■ DESCRIPTION OF THE TASK ■
Exact reproduction required: the lines below from the line with "Task: Dump the" to the line with "Annotation task. Summarize", both ends included, and no others.

☆ ☆ ☆

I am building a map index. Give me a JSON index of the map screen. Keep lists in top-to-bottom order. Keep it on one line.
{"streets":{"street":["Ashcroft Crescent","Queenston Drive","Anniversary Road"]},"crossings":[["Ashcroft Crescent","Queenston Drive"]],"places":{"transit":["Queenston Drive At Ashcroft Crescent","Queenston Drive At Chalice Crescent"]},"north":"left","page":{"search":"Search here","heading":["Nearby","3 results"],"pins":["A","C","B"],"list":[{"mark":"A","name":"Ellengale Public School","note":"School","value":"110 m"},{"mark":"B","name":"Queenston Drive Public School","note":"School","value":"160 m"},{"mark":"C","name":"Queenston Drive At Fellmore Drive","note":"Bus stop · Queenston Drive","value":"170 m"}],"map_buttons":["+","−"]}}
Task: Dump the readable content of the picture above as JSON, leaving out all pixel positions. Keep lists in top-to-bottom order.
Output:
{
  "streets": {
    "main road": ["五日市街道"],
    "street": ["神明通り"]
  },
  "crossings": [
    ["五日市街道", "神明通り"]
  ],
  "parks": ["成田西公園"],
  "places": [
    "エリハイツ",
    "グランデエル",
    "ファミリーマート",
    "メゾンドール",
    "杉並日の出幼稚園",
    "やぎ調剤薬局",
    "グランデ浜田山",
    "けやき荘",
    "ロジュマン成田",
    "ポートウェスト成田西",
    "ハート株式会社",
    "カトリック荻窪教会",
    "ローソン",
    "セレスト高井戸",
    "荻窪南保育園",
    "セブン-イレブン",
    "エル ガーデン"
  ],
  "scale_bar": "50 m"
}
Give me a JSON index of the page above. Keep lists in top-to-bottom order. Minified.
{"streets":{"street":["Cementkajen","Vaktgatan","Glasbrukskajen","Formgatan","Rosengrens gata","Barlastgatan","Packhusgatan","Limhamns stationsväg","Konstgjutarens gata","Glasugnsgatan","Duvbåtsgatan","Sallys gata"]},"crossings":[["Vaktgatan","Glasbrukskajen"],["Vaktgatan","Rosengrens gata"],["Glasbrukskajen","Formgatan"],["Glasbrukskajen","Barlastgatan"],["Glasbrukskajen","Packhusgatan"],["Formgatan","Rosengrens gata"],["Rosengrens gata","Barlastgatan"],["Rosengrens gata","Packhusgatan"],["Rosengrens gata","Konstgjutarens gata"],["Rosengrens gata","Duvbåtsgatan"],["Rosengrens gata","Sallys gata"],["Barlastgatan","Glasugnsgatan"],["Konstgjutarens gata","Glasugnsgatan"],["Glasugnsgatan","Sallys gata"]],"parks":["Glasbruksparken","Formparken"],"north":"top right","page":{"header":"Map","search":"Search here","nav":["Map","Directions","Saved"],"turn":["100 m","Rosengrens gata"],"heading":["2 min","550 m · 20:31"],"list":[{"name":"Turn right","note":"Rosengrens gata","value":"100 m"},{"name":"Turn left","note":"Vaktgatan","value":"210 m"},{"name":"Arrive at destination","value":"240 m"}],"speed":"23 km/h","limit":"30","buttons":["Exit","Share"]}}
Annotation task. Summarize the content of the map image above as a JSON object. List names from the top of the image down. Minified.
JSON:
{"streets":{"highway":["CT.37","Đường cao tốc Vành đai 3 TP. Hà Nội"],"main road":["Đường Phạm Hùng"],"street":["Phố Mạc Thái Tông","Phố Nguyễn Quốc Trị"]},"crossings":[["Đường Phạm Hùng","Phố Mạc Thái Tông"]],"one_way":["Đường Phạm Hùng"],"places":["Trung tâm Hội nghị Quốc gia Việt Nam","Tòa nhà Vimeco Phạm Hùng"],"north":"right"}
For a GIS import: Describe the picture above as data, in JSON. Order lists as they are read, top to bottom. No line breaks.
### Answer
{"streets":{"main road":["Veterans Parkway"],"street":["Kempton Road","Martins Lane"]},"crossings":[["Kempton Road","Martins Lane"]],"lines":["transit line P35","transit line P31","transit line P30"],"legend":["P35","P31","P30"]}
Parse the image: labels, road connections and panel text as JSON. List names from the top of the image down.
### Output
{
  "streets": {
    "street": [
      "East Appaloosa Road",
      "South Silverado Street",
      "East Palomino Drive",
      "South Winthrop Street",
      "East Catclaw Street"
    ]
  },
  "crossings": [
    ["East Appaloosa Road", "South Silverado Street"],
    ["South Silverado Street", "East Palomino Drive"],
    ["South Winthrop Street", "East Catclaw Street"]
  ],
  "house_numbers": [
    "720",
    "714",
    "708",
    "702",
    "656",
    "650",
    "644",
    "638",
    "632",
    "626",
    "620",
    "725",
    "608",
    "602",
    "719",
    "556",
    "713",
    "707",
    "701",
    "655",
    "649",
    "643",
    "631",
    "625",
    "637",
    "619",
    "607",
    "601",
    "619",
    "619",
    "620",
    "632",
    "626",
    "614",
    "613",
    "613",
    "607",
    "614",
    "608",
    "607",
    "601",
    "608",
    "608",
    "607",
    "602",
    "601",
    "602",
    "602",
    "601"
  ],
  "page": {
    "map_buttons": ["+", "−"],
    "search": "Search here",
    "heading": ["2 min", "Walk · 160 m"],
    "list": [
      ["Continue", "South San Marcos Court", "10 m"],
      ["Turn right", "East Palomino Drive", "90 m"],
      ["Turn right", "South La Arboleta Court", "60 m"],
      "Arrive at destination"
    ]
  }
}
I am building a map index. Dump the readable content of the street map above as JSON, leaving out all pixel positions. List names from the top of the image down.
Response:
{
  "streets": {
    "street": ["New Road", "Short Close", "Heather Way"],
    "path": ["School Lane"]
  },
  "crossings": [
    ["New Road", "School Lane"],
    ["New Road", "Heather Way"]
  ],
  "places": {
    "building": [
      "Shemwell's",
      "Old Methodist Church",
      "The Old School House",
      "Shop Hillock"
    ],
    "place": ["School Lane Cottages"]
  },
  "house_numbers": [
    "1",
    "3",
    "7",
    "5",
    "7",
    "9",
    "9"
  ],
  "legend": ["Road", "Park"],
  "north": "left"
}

☆ ☆ ☆

■ COMPLETED TASK ■
Task: Dump the readable content of the picture above as JSON, leaving out all pixel positions. Keep lists in top-to-bottom order.
Output:
{
  "streets": {
    "main road": ["五日市街道"],
    "street": ["神明通り"]
  },
  "crossings": [
    ["五日市街道", "神明通り"]
  ],
  "parks": ["成田西公園"],
  "places": [
    "エリハイツ",
    "グランデエル",
    "ファミリーマート",
    "メゾンドール",
    "杉並日の出幼稚園",
    "やぎ調剤薬局",
    "グランデ浜田山",
    "けやき荘",
    "ロジュマン成田",
    "ポートウェスト成田西",
    "ハート株式会社",
    "カトリック荻窪教会",
    "ローソン",
    "セレスト高井戸",
    "荻窪南保育園",
    "セブン-イレブン",
    "エル ガーデン"
  ],
  "scale_bar": "50 m"
}
Give me a JSON index of the page above. Keep lists in top-to-bottom order. Minified.
{"streets":{"street":["Cementkajen","Vaktgatan","Glasbrukskajen","Formgatan","Rosengrens gata","Barlastgatan","Packhusgatan","Limhamns stationsväg","Konstgjutarens gata","Glasugnsgatan","Duvbåtsgatan","Sallys gata"]},"crossings":[["Vaktgatan","Glasbrukskajen"],["Vaktgatan","Rosengrens gata"],["Glasbrukskajen","Formgatan"],["Glasbrukskajen","Barlastgatan"],["Glasbrukskajen","Packhusgatan"],["Formgatan","Rosengrens gata"],["Rosengrens gata","Barlastgatan"],["Rosengrens gata","Packhusgatan"],["Rosengrens gata","Konstgjutarens gata"],["Rosengrens gata","Duvbåtsgatan"],["Rosengrens gata","Sallys gata"],["Barlastgatan","Glasugnsgatan"],["Konstgjutarens gata","Glasugnsgatan"],["Glasugnsgatan","Sallys gata"]],"parks":["Glasbruksparken","Formparken"],"north":"top right","page":{"header":"Map","search":"Search here","nav":["Map","Directions","Saved"],"turn":["100 m","Rosengrens gata"],"heading":["2 min","550 m · 20:31"],"list":[{"name":"Turn right","note":"Rosengrens gata","value":"100 m"},{"name":"Turn left","note":"Vaktgatan","value":"210 m"},{"name":"Arrive at destination","value":"240 m"}],"speed":"23 km/h","limit":"30","buttons":["Exit","Share"]}}
Annotation task. Summarize the content of the map image above as a JSON object. List names from the top of the image down. Minified.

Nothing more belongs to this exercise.